▶ Exercise details
Every line below that holds the word "meet" must be listed.

(Collected data entries)
*****
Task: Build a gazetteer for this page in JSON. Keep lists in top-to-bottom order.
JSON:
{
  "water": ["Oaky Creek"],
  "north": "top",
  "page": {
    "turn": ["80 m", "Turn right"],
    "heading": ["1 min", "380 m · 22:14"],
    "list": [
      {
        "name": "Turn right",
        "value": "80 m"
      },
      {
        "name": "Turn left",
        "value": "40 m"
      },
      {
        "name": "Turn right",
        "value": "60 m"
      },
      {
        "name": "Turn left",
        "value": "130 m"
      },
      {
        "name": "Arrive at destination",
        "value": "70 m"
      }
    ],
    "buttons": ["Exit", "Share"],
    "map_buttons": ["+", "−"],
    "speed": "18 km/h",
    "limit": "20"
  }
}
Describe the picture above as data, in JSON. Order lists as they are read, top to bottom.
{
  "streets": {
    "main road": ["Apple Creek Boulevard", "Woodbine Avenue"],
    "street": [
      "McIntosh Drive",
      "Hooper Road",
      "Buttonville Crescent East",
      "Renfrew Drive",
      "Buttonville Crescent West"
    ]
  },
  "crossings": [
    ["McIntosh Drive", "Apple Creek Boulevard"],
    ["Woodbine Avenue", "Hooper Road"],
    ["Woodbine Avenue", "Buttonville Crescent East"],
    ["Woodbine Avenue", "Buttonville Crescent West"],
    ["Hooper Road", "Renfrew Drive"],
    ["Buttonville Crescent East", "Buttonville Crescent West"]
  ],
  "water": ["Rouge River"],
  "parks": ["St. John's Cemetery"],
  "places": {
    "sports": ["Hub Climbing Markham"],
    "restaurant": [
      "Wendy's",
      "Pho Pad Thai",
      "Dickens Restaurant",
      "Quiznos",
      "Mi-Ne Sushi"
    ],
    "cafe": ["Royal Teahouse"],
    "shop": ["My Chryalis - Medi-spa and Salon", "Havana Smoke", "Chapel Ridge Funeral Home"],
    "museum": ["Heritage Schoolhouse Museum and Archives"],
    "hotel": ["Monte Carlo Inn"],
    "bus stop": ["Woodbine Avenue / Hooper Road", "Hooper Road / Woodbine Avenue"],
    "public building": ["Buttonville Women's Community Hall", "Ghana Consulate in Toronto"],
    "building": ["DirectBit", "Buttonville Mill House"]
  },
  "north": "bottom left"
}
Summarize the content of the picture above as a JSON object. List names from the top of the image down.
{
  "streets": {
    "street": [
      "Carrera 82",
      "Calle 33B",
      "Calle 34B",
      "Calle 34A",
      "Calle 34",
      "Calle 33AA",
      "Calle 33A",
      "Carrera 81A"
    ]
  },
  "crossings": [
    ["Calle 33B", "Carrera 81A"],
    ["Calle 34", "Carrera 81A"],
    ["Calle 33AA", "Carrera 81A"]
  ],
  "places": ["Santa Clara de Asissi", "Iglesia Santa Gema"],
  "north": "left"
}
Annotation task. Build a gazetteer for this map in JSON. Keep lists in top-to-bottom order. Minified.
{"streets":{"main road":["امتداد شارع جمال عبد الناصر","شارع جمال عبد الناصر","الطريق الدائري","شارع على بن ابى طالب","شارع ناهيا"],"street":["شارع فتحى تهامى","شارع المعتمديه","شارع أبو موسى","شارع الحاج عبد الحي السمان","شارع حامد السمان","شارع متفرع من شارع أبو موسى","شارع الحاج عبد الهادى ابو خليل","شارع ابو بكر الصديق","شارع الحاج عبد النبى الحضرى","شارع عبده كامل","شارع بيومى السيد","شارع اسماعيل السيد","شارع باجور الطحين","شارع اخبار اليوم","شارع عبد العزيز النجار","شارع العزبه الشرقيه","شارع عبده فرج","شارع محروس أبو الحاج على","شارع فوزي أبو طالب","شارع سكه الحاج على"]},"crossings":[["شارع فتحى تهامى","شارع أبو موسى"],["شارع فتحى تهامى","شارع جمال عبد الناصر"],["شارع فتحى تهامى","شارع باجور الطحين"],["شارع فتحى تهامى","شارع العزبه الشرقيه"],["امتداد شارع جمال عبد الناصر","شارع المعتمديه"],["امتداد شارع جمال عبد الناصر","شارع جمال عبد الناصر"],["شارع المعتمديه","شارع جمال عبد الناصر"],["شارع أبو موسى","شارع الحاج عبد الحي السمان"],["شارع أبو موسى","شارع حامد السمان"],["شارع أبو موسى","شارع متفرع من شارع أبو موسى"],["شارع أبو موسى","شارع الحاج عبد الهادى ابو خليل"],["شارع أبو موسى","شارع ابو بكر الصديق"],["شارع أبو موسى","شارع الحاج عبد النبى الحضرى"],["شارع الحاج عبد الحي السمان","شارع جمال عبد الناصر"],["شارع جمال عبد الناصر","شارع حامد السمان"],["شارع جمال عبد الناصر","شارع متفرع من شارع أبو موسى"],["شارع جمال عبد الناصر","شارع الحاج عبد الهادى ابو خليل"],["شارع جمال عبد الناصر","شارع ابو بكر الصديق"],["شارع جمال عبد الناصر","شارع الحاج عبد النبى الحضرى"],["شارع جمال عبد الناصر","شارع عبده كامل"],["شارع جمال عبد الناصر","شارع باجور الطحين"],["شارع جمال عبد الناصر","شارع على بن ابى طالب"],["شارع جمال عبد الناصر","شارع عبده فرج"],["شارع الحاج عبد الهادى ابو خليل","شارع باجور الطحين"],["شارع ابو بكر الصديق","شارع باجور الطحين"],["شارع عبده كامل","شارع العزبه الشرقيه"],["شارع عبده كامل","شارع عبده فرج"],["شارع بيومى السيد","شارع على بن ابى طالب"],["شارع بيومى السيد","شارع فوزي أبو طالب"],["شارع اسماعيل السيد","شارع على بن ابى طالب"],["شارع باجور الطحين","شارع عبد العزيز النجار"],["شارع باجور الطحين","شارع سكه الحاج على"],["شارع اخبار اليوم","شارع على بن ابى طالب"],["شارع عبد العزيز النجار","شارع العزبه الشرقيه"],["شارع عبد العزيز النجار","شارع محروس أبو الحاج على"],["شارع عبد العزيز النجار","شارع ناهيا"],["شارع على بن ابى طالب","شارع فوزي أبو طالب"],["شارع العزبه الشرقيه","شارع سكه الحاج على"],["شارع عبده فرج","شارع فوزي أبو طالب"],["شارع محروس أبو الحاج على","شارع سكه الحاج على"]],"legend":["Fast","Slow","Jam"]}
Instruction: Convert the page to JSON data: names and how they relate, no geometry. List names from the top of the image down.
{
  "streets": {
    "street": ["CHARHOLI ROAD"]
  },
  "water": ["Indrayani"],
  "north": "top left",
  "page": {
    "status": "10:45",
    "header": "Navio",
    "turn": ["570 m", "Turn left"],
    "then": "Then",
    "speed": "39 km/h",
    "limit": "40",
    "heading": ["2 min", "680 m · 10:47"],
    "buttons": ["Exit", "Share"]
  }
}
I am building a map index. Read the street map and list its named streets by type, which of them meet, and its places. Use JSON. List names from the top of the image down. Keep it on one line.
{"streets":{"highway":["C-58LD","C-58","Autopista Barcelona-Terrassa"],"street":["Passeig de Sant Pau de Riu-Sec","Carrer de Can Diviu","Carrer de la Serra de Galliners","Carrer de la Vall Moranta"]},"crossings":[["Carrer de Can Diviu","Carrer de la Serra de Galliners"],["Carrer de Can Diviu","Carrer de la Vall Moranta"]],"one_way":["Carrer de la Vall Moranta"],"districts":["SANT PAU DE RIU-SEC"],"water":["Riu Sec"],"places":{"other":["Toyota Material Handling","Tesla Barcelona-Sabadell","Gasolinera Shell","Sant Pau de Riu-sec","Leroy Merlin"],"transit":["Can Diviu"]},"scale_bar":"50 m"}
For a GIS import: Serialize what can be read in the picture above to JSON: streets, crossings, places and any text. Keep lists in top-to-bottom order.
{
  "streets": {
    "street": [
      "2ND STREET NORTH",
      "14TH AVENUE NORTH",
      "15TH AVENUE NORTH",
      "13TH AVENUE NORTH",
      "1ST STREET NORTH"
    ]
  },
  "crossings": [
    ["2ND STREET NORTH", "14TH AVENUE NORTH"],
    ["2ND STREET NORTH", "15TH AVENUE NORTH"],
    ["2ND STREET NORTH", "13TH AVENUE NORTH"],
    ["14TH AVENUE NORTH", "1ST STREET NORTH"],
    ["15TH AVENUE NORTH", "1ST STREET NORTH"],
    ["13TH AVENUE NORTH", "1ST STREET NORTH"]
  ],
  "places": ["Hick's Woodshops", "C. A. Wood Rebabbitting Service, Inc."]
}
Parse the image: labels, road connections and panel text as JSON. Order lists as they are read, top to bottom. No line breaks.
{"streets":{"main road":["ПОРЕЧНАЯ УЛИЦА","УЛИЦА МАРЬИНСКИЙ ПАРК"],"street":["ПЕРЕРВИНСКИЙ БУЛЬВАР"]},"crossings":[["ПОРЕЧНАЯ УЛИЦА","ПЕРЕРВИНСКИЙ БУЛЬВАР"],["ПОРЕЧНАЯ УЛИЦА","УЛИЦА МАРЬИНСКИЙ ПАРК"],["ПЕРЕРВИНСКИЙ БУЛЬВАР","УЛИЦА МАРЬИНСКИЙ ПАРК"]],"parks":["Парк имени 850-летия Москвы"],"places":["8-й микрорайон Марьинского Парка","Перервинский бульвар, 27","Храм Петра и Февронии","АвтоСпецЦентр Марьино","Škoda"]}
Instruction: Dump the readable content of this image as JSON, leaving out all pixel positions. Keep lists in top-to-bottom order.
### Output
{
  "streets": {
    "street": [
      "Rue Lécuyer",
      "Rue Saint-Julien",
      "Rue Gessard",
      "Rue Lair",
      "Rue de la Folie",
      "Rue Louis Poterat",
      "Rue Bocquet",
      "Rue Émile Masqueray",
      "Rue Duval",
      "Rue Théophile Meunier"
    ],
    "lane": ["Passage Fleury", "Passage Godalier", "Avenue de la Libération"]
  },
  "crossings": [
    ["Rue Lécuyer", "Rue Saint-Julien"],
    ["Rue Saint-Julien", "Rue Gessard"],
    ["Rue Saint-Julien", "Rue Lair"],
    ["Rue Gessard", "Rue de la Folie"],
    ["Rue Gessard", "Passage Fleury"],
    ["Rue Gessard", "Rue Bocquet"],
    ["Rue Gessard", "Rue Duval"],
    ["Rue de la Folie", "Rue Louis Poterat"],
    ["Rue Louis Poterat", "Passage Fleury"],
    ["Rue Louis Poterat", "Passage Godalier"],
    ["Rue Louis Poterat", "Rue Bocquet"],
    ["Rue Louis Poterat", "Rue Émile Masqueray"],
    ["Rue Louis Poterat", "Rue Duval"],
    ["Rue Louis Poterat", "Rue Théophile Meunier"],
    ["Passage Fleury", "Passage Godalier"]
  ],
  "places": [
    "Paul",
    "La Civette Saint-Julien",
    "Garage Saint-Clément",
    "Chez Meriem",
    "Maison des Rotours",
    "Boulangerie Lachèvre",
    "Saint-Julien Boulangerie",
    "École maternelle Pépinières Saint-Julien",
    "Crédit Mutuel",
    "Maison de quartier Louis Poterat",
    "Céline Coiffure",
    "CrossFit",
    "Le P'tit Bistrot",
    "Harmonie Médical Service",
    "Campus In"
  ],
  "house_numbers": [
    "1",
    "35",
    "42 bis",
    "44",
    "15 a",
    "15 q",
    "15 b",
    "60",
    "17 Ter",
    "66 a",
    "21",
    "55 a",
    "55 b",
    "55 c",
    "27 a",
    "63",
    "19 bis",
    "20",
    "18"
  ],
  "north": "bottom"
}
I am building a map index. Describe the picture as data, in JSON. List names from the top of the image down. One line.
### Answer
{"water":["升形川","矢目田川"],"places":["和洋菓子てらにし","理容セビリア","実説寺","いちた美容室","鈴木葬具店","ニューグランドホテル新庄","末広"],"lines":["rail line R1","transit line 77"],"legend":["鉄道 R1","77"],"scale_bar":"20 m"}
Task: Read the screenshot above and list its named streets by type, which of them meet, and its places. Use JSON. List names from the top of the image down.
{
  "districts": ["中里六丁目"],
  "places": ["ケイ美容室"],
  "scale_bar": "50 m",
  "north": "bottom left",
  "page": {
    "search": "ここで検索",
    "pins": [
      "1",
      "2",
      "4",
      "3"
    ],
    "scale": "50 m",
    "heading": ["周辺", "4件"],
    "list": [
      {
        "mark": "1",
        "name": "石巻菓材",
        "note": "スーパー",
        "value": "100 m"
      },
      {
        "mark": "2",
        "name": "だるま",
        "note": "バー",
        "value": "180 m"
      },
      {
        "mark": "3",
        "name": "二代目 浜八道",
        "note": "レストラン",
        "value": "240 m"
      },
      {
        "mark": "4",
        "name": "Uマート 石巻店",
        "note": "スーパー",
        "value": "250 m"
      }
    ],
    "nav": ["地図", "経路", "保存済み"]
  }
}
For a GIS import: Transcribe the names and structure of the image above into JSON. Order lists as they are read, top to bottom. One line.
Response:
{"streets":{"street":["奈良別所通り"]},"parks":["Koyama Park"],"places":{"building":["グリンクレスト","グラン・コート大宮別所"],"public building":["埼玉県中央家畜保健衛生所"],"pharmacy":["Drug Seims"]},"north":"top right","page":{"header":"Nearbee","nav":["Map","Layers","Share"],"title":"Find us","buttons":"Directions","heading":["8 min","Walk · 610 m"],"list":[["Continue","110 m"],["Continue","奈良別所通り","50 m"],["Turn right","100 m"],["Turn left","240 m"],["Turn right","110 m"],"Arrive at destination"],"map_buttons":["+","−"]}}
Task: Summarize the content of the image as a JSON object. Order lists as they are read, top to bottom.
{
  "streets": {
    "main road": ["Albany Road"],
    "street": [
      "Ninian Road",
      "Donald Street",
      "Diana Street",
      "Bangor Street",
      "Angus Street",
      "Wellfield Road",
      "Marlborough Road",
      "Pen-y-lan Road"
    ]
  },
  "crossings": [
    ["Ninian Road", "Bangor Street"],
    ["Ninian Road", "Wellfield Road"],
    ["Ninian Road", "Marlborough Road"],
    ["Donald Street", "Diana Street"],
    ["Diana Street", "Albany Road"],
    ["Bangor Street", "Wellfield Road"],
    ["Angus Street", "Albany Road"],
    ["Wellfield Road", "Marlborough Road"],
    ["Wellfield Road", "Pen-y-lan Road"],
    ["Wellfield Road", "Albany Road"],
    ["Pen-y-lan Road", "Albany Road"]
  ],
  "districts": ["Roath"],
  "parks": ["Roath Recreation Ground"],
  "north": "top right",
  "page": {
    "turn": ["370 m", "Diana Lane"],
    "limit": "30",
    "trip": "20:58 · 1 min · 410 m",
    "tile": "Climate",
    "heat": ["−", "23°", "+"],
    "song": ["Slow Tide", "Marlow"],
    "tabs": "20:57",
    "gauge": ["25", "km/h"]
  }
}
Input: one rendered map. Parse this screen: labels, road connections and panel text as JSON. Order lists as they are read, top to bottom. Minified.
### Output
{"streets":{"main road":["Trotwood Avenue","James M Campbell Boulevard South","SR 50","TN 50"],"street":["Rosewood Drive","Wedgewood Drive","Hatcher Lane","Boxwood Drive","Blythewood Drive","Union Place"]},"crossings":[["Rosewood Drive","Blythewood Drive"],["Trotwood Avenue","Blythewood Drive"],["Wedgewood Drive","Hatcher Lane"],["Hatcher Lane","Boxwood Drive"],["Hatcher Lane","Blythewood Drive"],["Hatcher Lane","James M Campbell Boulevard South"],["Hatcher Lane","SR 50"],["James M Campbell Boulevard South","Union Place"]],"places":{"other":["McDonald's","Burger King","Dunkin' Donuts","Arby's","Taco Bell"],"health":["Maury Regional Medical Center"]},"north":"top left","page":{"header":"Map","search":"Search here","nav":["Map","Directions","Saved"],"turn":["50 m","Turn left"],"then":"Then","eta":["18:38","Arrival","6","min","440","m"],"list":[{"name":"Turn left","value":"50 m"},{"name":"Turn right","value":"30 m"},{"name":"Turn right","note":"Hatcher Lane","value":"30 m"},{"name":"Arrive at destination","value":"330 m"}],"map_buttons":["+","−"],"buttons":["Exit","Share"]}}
*****
▶ Response to this task
I am building a map index. Read the street map and list its named streets by type, which of them meet, and its places. Use JSON. List names from the top of the image down. Keep it on one line.
Task: Read the screenshot above and list its named streets by type, which of them meet, and its places. Use JSON. List names from the top of the image down.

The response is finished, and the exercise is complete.